Oxidation state-specific fluorescent copper sensors reveal oncogene-driven redox changes that regulate labile copper(II) pools

Copper sustains fundamental chemical processes across all kingdoms of life by cycling between two major oxidation states, Cu(I) and Cu(II). However, in contrast to advances in fluorescent sensors and related probes to help decipher Cu(I) biology, Cu(II) detection remains lacking. We present a strategy using metal-directed acyl imidazole chemistry to enable both metal and oxidation state-specific Cu(II) detection by a tandem activity-based sensing/labeling reaction. We use this platform to identify the existence of loosely bound, labile Cu(II) pools, a Cu(II) import protein in cells, and reciprocal Cu(II) elevations and Cu(I) deficiencies driven by a loss of antioxidant defense in cellular models of cancer.

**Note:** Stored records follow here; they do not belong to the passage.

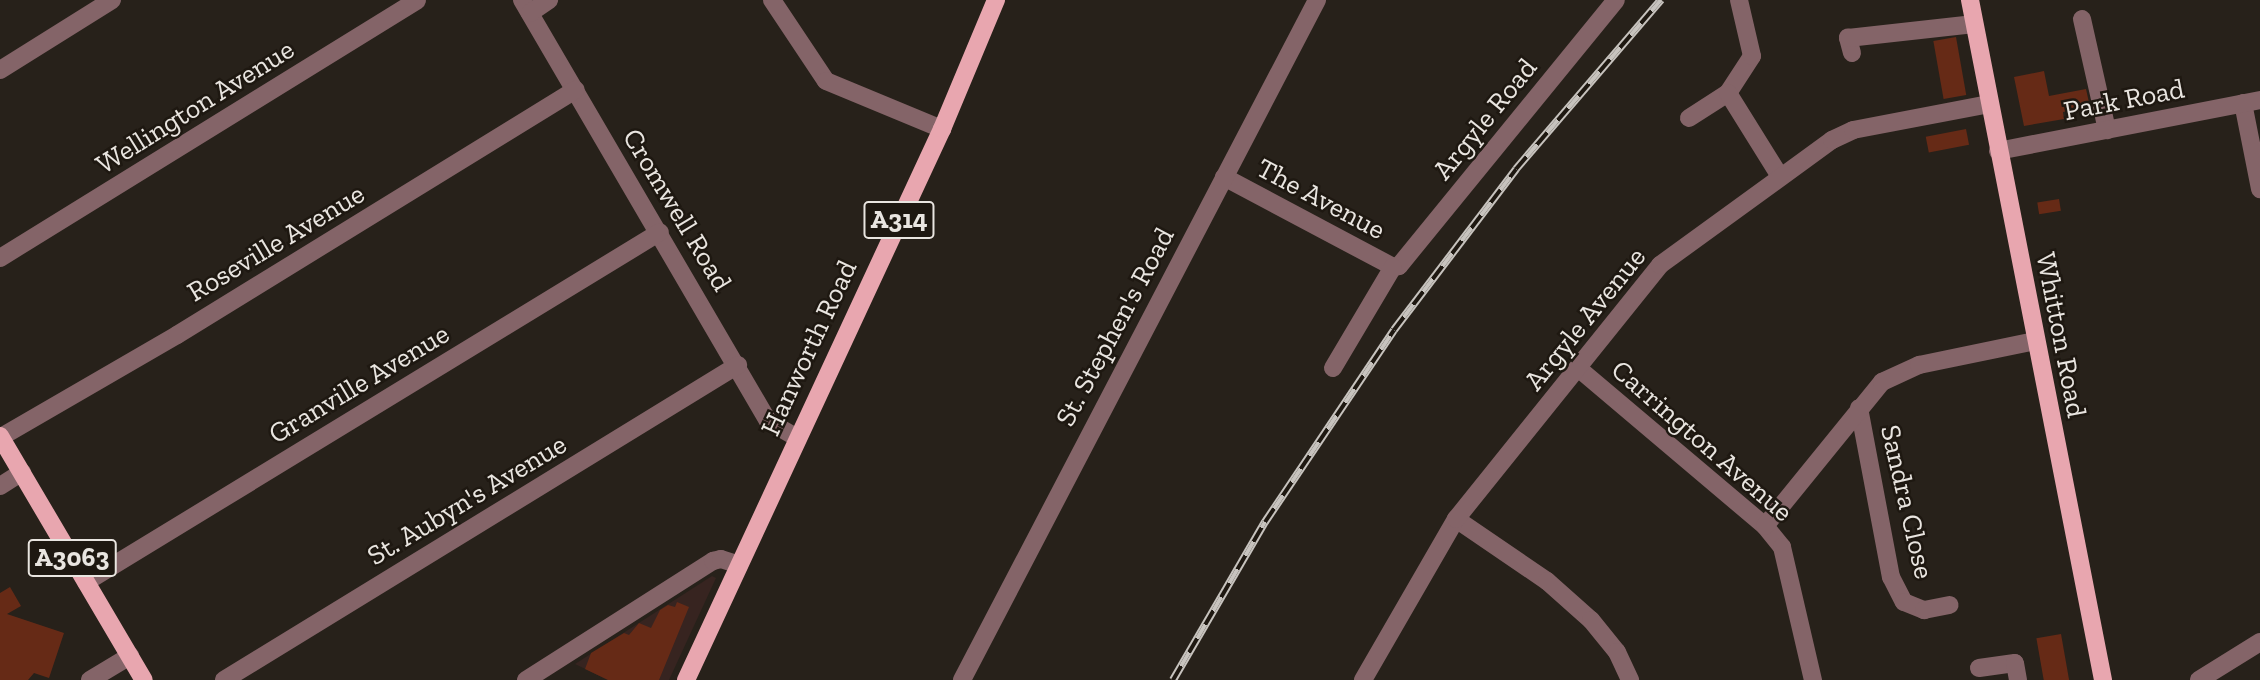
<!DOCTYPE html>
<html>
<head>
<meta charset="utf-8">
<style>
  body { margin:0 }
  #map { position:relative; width:2260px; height:680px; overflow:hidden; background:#27211a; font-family:"Zilla Slab",serif }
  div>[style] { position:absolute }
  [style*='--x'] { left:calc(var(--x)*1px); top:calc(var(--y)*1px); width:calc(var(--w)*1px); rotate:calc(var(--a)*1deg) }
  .commercial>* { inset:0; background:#372420 }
  .building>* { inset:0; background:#662a16; transform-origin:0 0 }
  .minor>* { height:18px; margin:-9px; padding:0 9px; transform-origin:9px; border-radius:9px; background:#846468 }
  .major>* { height:18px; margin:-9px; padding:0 9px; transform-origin:9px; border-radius:9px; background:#e8a6af }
  .rail>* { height:8px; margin-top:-4px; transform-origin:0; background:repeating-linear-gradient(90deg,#1e1811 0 16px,#c7c3be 0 32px); box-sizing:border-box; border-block:2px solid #c7c3be }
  span { translate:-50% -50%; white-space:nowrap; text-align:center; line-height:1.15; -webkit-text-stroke:5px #1e1811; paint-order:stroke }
  .shield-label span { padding:2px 5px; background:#1e1811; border:2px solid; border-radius:5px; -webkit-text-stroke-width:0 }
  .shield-label { font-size:26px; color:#e9e5e0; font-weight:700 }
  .street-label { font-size:28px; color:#e9e5e0 }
</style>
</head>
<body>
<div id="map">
  <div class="commercial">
    <div style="clip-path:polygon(712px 576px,716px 578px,669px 680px,608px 680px,575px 664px)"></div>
  </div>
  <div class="building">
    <div style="left:1956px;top:37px;width:59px;height:23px;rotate:80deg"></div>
    <div style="clip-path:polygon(2044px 71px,2049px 96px,2086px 89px,2090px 107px,2063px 112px,2064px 119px,2024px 126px,2014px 77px)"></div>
    <div style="left:1966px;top:129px;width:16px;height:41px;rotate:79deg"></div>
    <div style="left:2059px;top:199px;width:12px;height:22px;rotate:81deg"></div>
    <div style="clip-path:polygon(10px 587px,21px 606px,7px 614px,64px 633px,49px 678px,34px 673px,28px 680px,0 680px,0 593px)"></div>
    <div style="clip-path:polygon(677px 602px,689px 607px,659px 680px,608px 680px,585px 669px,591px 653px,624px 633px,629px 635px,639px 623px,651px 628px,660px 610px,668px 605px,675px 607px)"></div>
    <div style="left:2061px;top:634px;width:47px;height:25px;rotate:80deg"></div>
  </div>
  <div class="minor">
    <div style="--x:522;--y:0;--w:488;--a:59.7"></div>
    <div style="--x:768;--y:421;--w:32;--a:30"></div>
    <div style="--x:772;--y:0;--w:97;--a:56.3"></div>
    <div style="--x:826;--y:81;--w:126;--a:22.5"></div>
    <div style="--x:530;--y:13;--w:23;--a:-34"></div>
    <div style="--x:2082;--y:19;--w:114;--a:77.3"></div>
    <div style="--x:1852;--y:53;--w:16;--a:-105"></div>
    <div style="--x:1848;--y:38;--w:127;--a:-6.3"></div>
    <div style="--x:0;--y:70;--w:132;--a:-32"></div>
    <div style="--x:1728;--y:93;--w:44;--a:-57"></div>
    <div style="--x:1752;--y:56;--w:57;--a:-103.1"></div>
    <div style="--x:2243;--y:103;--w:88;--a:78.8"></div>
    <div style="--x:1689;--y:118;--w:46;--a:-32.7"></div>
    <div style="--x:1728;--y:93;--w:97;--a:58.1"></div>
    <div style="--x:1998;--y:151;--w:267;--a:-11"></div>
    <div style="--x:1224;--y:177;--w:191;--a:28"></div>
    <div style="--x:0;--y:258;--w:490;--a:-31.7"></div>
    <div style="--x:1393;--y:267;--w:6;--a:-9"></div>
    <div style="--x:1399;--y:266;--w:343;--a:-50.8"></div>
    <div style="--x:1333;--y:368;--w:117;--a:-59.3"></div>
    <div style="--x:1578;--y:368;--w:245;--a:40.2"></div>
    <div style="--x:1765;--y:526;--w:27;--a:51"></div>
    <div style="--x:1782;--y:547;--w:137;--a:76.9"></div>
    <div style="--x:1859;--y:408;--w:172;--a:79.3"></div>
    <div style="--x:1891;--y:577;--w:28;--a:63"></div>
    <div style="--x:1904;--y:602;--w:22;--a:22"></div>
    <div style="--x:1924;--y:610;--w:26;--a:-11"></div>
    <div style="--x:1;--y:437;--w:203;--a:-30.1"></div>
    <div style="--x:177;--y:335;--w:468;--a:-31.6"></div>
    <div style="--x:0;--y:486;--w:26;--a:-32"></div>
    <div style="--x:1456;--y:519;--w:110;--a:34.3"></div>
    <div style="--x:1547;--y:581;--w:59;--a:41.6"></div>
    <div style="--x:1591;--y:620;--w:41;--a:50.9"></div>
    <div style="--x:1617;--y:652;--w:31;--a:65"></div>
    <div style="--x:1765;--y:526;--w:186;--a:-50.9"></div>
    <div style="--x:1882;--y:382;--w:41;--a:-24.7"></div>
    <div style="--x:1919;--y:365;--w:118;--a:-11.7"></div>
    <div style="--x:86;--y:582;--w:672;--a:-31.37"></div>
    <div style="--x:1979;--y:668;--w:36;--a:-8"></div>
    <div style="--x:2015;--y:663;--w:17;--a:80"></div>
    <div style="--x:90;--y:680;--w:47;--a:-31"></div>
    <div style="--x:224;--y:680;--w:603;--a:-31.5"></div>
    <div style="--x:526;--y:680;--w:222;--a:-32.5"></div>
    <div style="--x:713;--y:561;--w:8;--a:-14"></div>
    <div style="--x:721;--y:559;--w:19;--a:18"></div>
    <div style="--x:962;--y:680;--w:767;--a:-62.43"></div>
    <div style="--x:1363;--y:680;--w:186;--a:-60"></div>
    <div style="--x:1456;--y:519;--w:326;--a:-51.2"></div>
    <div style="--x:1660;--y:265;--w:213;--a:-36"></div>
    <div style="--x:1832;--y:140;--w:23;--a:-25"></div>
    <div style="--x:1853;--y:130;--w:138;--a:-10.8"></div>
    <div style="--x:2199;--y:680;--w:72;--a:-31.9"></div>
  </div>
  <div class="major">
    <div style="--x:1970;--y:0;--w:693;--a:78.93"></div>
    <div style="--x:0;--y:436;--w:283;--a:59.5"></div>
    <div style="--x:686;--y:680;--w:608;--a:-65.08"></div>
    <div style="--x:942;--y:129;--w:140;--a:-67.3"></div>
  </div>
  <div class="rail">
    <div style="--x:1173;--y:680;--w:183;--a:-59.8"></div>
    <div style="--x:1265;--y:522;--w:231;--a:-56.1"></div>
    <div style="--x:1394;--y:330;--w:202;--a:-52.8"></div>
    <div style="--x:1516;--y:169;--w:223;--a:-49.4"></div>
  </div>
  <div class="shield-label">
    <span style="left:899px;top:220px">A314</span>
    <span style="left:72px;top:558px">A3063</span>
  </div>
  <div class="street-label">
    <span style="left:2124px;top:100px;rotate:-11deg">Park Road</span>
    <span style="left:195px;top:107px;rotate:-32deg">Wellington Avenue</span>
    <span style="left:1485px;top:119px;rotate:-51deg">Argyle Road</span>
    <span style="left:1321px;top:199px;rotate:28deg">The Avenue</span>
    <span style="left:677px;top:210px;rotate:59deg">Cromwell Road</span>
    <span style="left:276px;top:243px;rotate:-31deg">Roseville Avenue</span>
    <span style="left:1585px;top:319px;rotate:-51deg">Argyle Avenue</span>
    <span style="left:1115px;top:327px;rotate:-62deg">St. Stephen's Road</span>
    <span style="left:2061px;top:335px;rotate:79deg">Whitton Road</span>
    <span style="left:809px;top:348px;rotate:-65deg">Hanworth Road</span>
    <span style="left:359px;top:384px;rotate:-31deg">Granville Avenue</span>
    <span style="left:1702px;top:441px;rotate:41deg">Carrington Avenue</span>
    <span style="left:467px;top:500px;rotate:-31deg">St. Aubyn's Avenue</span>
    <span style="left:1907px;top:502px;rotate:77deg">Sandra Close</span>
  </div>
</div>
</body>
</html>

Copper is an essential metal nutrient for life that often relies on redox cycling between Cu(I) and Cu(II) oxidation states to fulfill its physiological roles, but alterations in cellular redox status can lead to imbalances in copper homeostasis that contribute to cancer and other metalloplasias with metal-dependent disease vulnerabilities. Copper-responsive fluorescent probes offer powerful tools to study labile copper pools, but most of these reagents target Cu(I), with limited methods for monitoring Cu(II) owing to its potent fluorescence quenching properties. Here, we report an activity-based sensing strategy for turn-on, oxidation state-specific detection of Cu(II) through metal-directed acyl imidazole chemistry. Cu(II) binding to a metal and oxidation state-specific receptor that accommodates the harder Lewis acidity of Cu(II) relative to Cu(I) activates the pendant dye for reaction with proximal biological nucleophiles and concomitant metal ion release, thus avoiding fluorescence quenching. Copper-directed acyl imidazole 649 for Cu(II) (CD649.2) provides foundational information on the existence and regulation of labile Cu(II) pools, including identifying divalent metal transporter 1 (DMT1) as a Cu(II) importer, labile Cu(II) increases in response to oxidative stress induced by depleting total glutathione levels, and reciprocal increases in labile Cu(II) accompanied by decreases in labile Cu(I) induced by oncogenic mutations that promote oxidative stress.